Before you get excited, this film is not about the infamous bin Laden. Osama is the name a street urchin gives a 12-year-old Afghan girl (the haunting Marina Golbahari, a former real-life street urchin) when he discovers that she’s dressed as a boy in order to make a living for her mother and grandmother, who are forbidden to work or even step outside without a male escort under the Taliban regime. The boy’s protective gesture in concealing her true identity is pretty much the only happy spot in a melodrama that otherwise tracks the girl’s plight from bad to worse to hellish. Be warned – Osama wears you out in a way that would be considered heartless and manipulative if it were pure fiction.

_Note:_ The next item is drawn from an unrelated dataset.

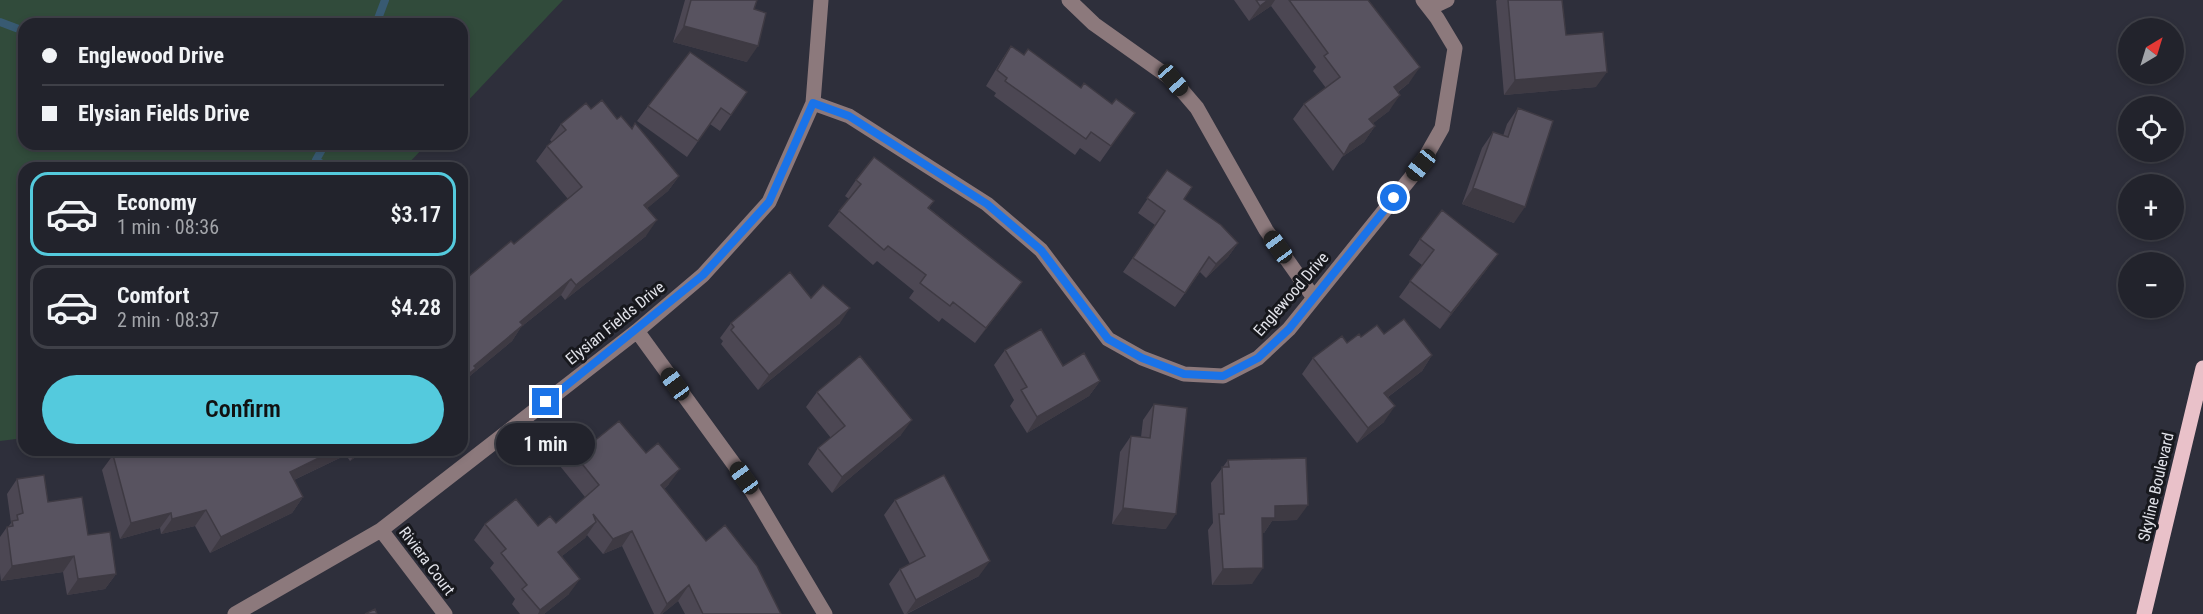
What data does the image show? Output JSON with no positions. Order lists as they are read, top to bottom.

However, the fact that the Taliban treated women so horribly, and so recently, is enough truth to make the film devastatingly effective as a drama. Osama is well-paced, well-acted and beautifully shot, especially considering the meagre resources of Afghan writer-director Siddiq Barmak. Barmak had to rely on non-professional actors and outside backing from Iranian filmmaker Mohsen Makhmalbaf (Kandahar) to get his film made. His visual style is obviously influenced by Makhmalbaf as well. Barmak makes particularly artful use of close-ups, such as focusing on the bare feet of a woman who’s being castigated by unseen Taliban officers for not covering every inch of her flesh. These isolated images end up being more powerful than certain elements of the plot, which include such tried-and-true twists as the heroine getting her first period at a tragically inopportune moment.

Despite its core truth, it’s the film’s bits of pure fiction that concern me. Although Osama opens through the lens of a journalist filming an Afghan women’s protest march, it should not be confused with a documentary. Barmak has taken liberties with the true story on which the film is based (the real girl dressed as a boy so she could get an education, but Barmak felt his film would be more poignant if the girl had to work so her family wouldn’t starve). More disconcertingly, he’s also taken liberties with the Taliban itself. As if how they treated women wasn’t awful enough, he shows them publicly executing foreigners, which never actually happened as far as news reports are to be believed. Barmak may as well have shown the Taliban eating babies for all the credibility he forfeits in these scenes.

Osama is getting a lot of attention for being the first feature made in Afghanistan since the fall of the Taliban. While this represents a major achievement, the hype is a bit misleading since the film begins and ends during the Taliban years. The world is still waiting for the likely more interesting story of what’s happened since.